Dari pemantauan yang penulis lakukan pada Pemira KM Unand 2020 memang ada inovasi yaitu pelaksanaan kampanye yang dilakukan secara online dan hybrid dengan dua platform yaitu Zoom dan YouTube. Tentu ini tidak mudah karena ini adalah pengalaman perdana bagi pelaksana Pemira mengadakan tahapan rangkaian Pemira dengan daring dan campuran (daring-luring).
Namun, yang patut menjadi perhatian adalah animo pencalonan yang kurang kompeitif. Dari pantauan di laman instagram @pemirakmunand dan @bawaslukmunand, terlihat sejak 2019 hanya ada dua pasang kandidat untuk berlaga memperebutkan kursi Presiden dan Wakil Presiden BEM KM Unand. Tentu saja secara kasat mata ini kurang kompetitif karena duel head-to-head semacam ini rentan terjadi polarisasi kubu seperti yang terjadi di pemilihan umum presiden Indonesia sejak 2014. Ditambah pula adanya insiden pengunduran diri salah seorang kandidat pasangan Capresma-Cawapresma 2019. Ketika itu BPU memutuskan secara otomatis kandidat yang tersisa terpilih sebagai Presma dan Wapresma BEM KM Unand 2019.

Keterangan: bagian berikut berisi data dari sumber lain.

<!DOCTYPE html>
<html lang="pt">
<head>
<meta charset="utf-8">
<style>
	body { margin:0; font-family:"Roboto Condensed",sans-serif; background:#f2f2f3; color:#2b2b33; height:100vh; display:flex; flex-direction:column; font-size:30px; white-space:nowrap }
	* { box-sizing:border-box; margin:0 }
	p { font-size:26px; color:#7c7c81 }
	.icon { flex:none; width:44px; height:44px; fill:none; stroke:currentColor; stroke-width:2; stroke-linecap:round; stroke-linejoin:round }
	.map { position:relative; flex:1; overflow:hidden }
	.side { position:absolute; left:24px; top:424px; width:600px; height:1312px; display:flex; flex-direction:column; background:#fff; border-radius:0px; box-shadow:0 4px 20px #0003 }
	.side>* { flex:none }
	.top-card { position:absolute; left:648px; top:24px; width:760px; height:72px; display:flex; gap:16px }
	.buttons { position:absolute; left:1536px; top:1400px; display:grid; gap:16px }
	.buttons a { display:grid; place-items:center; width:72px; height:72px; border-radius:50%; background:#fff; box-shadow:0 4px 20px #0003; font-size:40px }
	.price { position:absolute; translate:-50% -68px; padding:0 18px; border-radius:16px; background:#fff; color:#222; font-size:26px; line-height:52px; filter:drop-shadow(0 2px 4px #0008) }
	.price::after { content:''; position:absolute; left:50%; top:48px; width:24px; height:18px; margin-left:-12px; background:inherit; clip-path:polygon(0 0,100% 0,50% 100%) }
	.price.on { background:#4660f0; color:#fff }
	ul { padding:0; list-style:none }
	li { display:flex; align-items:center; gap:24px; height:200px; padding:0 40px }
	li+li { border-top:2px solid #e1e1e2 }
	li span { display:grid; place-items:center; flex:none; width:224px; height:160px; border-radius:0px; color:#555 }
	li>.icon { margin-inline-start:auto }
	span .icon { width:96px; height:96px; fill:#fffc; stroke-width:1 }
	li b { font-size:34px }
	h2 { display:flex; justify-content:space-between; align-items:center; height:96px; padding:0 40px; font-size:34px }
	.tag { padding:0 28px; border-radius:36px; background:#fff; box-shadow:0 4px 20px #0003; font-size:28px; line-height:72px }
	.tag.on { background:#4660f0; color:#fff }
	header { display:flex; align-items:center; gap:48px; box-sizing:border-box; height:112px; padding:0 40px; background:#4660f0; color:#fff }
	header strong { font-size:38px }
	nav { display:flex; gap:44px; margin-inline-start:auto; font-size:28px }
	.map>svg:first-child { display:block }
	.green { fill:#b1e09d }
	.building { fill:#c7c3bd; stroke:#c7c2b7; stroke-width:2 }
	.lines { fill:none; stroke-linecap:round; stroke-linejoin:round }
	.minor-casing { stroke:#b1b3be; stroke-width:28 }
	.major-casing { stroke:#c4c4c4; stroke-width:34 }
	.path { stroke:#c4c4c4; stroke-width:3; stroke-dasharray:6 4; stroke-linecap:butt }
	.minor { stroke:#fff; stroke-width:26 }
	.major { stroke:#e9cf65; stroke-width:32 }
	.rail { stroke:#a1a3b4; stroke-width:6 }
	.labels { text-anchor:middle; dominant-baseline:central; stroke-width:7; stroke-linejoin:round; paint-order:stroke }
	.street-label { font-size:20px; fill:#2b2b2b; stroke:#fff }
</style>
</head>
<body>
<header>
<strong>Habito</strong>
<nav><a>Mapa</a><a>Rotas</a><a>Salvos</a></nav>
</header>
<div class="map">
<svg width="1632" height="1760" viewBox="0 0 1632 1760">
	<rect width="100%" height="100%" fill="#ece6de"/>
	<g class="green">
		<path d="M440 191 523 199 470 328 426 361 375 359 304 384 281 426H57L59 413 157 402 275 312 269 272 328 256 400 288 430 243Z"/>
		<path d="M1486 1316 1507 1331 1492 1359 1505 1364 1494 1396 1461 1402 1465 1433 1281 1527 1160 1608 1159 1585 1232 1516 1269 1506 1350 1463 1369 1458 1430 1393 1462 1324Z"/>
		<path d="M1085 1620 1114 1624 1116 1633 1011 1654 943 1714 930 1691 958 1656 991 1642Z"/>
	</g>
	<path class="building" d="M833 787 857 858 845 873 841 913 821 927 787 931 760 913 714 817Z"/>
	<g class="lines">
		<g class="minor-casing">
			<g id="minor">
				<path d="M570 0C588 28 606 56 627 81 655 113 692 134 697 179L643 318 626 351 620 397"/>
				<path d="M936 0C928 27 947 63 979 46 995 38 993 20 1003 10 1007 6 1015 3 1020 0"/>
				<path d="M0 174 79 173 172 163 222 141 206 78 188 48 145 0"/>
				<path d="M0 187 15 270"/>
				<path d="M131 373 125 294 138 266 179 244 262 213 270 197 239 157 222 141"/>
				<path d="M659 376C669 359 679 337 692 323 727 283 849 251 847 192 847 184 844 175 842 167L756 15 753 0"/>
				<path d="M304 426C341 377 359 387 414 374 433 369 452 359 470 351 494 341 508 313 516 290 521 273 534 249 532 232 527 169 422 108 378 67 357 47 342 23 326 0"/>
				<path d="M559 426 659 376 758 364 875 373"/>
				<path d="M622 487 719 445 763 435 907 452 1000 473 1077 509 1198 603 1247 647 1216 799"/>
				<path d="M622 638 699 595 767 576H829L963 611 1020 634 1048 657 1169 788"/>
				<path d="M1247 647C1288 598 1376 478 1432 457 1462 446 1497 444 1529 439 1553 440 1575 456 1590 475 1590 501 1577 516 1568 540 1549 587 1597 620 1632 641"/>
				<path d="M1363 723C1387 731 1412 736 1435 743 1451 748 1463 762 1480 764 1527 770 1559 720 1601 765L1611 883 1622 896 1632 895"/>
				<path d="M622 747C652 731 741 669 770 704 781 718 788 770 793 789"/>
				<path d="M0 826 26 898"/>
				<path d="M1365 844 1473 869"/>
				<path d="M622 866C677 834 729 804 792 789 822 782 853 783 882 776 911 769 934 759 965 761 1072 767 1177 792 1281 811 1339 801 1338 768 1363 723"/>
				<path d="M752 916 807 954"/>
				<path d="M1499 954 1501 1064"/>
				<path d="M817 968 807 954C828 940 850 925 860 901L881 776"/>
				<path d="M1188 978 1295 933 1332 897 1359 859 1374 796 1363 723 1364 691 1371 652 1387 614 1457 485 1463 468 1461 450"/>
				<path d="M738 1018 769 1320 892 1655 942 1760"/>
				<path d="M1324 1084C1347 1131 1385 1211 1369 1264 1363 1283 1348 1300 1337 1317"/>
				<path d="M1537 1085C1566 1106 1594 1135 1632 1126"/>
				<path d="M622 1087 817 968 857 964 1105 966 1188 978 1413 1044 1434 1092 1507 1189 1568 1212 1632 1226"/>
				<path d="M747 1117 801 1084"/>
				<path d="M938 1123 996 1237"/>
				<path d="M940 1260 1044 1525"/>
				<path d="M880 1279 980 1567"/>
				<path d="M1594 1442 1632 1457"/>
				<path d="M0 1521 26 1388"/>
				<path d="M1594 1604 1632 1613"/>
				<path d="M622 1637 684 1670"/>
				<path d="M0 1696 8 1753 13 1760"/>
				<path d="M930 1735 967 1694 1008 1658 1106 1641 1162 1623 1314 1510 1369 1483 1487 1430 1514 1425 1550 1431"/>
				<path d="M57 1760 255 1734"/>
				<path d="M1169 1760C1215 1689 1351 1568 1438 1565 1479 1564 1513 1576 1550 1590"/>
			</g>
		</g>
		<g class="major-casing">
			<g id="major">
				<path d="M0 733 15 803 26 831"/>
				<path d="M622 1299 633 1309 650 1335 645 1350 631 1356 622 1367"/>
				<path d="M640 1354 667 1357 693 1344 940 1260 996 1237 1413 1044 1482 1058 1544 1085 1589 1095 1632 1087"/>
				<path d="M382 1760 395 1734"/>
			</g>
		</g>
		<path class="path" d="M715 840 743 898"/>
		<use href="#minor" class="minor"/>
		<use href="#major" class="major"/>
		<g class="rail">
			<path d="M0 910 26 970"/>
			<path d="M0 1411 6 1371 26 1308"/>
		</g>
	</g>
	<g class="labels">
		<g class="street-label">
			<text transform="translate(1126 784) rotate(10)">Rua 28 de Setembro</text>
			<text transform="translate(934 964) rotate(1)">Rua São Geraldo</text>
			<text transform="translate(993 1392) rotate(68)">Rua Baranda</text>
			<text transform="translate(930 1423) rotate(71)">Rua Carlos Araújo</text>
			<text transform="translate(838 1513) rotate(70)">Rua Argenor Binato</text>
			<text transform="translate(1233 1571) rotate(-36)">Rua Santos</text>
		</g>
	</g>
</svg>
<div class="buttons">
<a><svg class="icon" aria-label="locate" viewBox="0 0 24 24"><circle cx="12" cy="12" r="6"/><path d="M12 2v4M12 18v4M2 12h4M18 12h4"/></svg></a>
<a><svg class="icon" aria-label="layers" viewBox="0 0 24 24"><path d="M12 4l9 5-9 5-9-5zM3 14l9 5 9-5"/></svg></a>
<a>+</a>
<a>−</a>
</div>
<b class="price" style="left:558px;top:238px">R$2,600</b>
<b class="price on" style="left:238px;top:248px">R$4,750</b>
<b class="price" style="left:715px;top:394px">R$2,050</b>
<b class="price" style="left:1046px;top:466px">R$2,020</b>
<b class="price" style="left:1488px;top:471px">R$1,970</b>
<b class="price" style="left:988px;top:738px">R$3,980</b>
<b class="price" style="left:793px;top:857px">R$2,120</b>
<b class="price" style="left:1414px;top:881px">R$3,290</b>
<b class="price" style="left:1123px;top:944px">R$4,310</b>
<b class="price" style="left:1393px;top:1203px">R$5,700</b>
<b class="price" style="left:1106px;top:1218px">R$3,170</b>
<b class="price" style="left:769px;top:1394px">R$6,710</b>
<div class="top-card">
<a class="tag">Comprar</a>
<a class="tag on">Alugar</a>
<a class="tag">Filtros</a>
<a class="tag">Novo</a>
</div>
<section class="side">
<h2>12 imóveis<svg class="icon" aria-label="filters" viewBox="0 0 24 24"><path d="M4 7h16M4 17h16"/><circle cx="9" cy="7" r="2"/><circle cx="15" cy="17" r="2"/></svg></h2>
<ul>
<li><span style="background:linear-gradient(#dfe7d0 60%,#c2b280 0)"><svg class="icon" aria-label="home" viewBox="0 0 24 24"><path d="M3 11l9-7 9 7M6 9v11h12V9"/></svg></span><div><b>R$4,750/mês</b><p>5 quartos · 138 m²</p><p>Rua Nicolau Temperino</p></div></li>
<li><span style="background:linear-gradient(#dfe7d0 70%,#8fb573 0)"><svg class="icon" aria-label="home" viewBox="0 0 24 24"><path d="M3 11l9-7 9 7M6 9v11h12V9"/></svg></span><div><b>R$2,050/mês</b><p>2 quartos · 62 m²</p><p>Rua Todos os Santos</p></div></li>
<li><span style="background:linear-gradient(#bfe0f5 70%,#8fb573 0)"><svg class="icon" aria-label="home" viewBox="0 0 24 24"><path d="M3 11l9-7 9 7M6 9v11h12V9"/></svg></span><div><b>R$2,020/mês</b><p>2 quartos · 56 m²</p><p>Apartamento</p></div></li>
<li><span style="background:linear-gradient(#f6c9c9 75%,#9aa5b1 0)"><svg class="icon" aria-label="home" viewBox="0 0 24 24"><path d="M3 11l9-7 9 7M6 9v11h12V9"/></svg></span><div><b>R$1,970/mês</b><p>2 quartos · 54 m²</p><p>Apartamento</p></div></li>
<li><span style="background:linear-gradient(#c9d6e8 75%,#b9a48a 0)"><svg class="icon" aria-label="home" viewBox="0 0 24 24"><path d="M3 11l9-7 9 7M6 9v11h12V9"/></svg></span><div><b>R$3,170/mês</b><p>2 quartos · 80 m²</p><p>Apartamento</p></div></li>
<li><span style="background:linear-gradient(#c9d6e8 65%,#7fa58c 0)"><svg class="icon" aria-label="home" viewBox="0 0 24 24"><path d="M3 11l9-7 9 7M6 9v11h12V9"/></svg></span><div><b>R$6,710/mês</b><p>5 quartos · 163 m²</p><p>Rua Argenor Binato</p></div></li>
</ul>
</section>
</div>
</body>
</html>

Menurut Nanda Fazli, S.H. seorang pemateri dalam Student State College 2020 MPM KM Unand, jika memang hanya satu pasangan Capresma-Cawapresma tersisa seharusnya ditandingkan melawan kotak kosong. Hal inilah yang tidak diakomodir dalam UU Pemira yang terakhir direvisi pada tahun 2020. Tentu saja proses demokrasi tidak berjalan jika pemungutan suara langsung ditiadakan dan langsung mengangkat kandidat tanpa adanya campur tangan langsung pemilih KM Unand. Selain itu, UU Pemira memberikan ruang bagi kandidat untuk mengundurkan diri. Ini ditandai dengan tidak adanya sanksi tegas bagi kandidat yang mundur dari pencalonan setelah resmi ditetapkan sebagai peserta Pemira. Seharusnya ada semacam surat komitmen bermaterai dan/atau sanksi agar menimbulkan efek jera semisal dilarang menduduki jabatan di KM Unand atau dicabut hak pilihnya pada tahun itu. Ini adalah langkah pencegahan agar tidak terulang kembali kejadian pada Pemira 2019. Sementara dari sisi kuantitas kandidat DPM KM Unand, terjadi penurunan yang signifikan. Pada Pemira KM Unand 2019 tercatat 11 kandidat, kemudian pada Pemira 2020 menjadi 8 kandidat, dan pada Pemira 2021 hanya diikuti oleh 4 kandidat Calon DPM.
Persyaratan menjadi peserta Pemira KM Unand tidak begitu sulit. Secara administratif, menurut Pasal 10 UU Pemira KM Unand No. 1 Tahun 2020, calon DPM memerlukan dukungan minimal 20 orang dari daerah pencalonannya dan pasangan Capresma-Cawapresma memerlukan dukungan minimal 150 orang yang dibuktikan dengan tanda tangan dan identitas KM Unand. Menurunnya peserta Pemira KM Unand harus disikapi dengan serius baik oleh BEM maupun oleh DPM karena ini menyangkut regenerasi kepemimpinan politik kampus selanjutnya.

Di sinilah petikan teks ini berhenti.